QtUsb icon indicating copy to clipboard operation
QtUsb copied to clipboard

Linux crash: assertion failed in ~QUsbDevice()

Open petrmanek opened this issue 4 years ago • 16 comments

Describe the bug When a QUsbDevice is destroyed, a locked mutex remains behind which causes assertion failure that leads to a fatal crash.

Platform:

  • OS: Arch Linux x86_64
  • Version 5.12.3-arch1-1, latest QtUsb, libusb 1.0.24-2

To Reproduce

  1. Compile any example (e.g. SimpleBulkTransfer).
  2. Run the compiled binary on a Linux OS with pthread-enabled libusb (with an actual USB device attached).
  3. Observe a fatal crash due to assertion failure in usbi_mutex_destroy.

Expected behavior The example's binary should terminate without error.
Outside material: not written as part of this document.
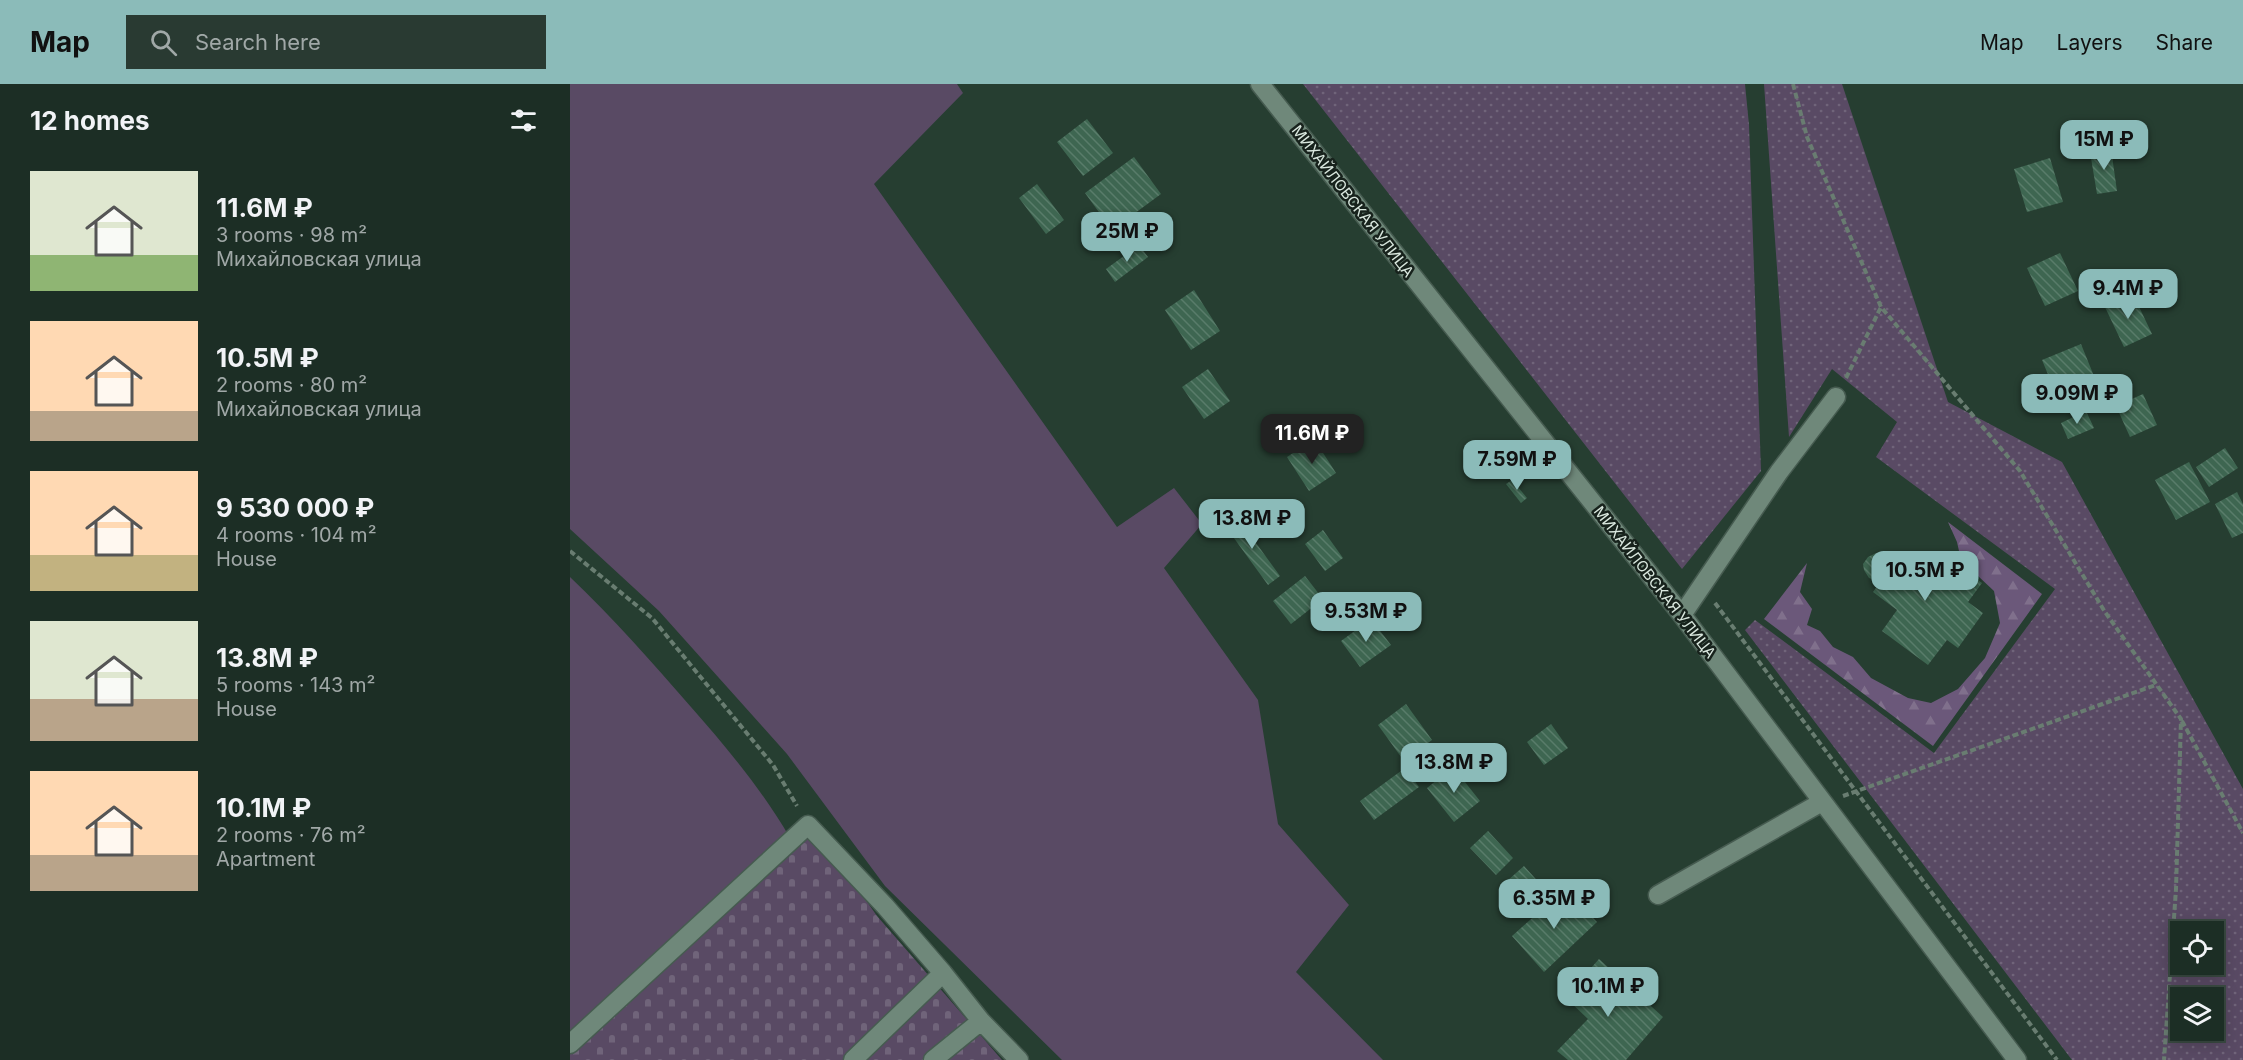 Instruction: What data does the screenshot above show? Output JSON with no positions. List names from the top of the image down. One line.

Additional context I believe that this has been happening all along on Linux and any other POSIX platforms. According to this mailing list, version 1.0.24 of libusb (particularly this commit) introduced additional assertions which only revealed this behavior. In the same thread, the author claims to have solved the issue, providing the following explanation:

The issue is in my teardown code, which, by preventing usage of the libusb context during its teardown, is accidentally preventing the event thread from freeing the event lock.

With that in mind, I tried recompiling QtUsb with this line commented out, hoping that this would allow the internal event thread to finish handling all in-flight events before libusb_exit is called. While this modification indeed caused the thread in question to exit on its own (specifically here, it unfortunately had no effect on the bug.

Here is a log of the crash that was taken with QUsb::logDebugAll: crash.log

petrmanek avatar May 23 '21 22:05 petrmanek

Thanks for reporting this @petrmanek :) Can you try the fixes in my PR #78?

fpoussin avatar May 26 '21 21:05 fpoussin

@fpoussin Thanks for a quick response and a proposed fix. I will try running it later today, and let you know how it goes. 😉

petrmanek avatar May 27 '21 10:05 petrmanek

@fpoussin I have news. I just rebased your branch onto my local build and tried running it with my program, and it still seems to crash in the same way.

I am attaching one more log (this time taken with not only debug logs from QtUsb, but also the LIBUSB_DEBUG=4 environment variable). Hope it helps.

petrmanek avatar May 27 '21 10:05 petrmanek

One more bit: I re-ran the program in lldb and got a different error. This time libusb is complaining about uncanceled transfers, which may hint at whatever is wrong (perhaps a race?). Attaching another log file.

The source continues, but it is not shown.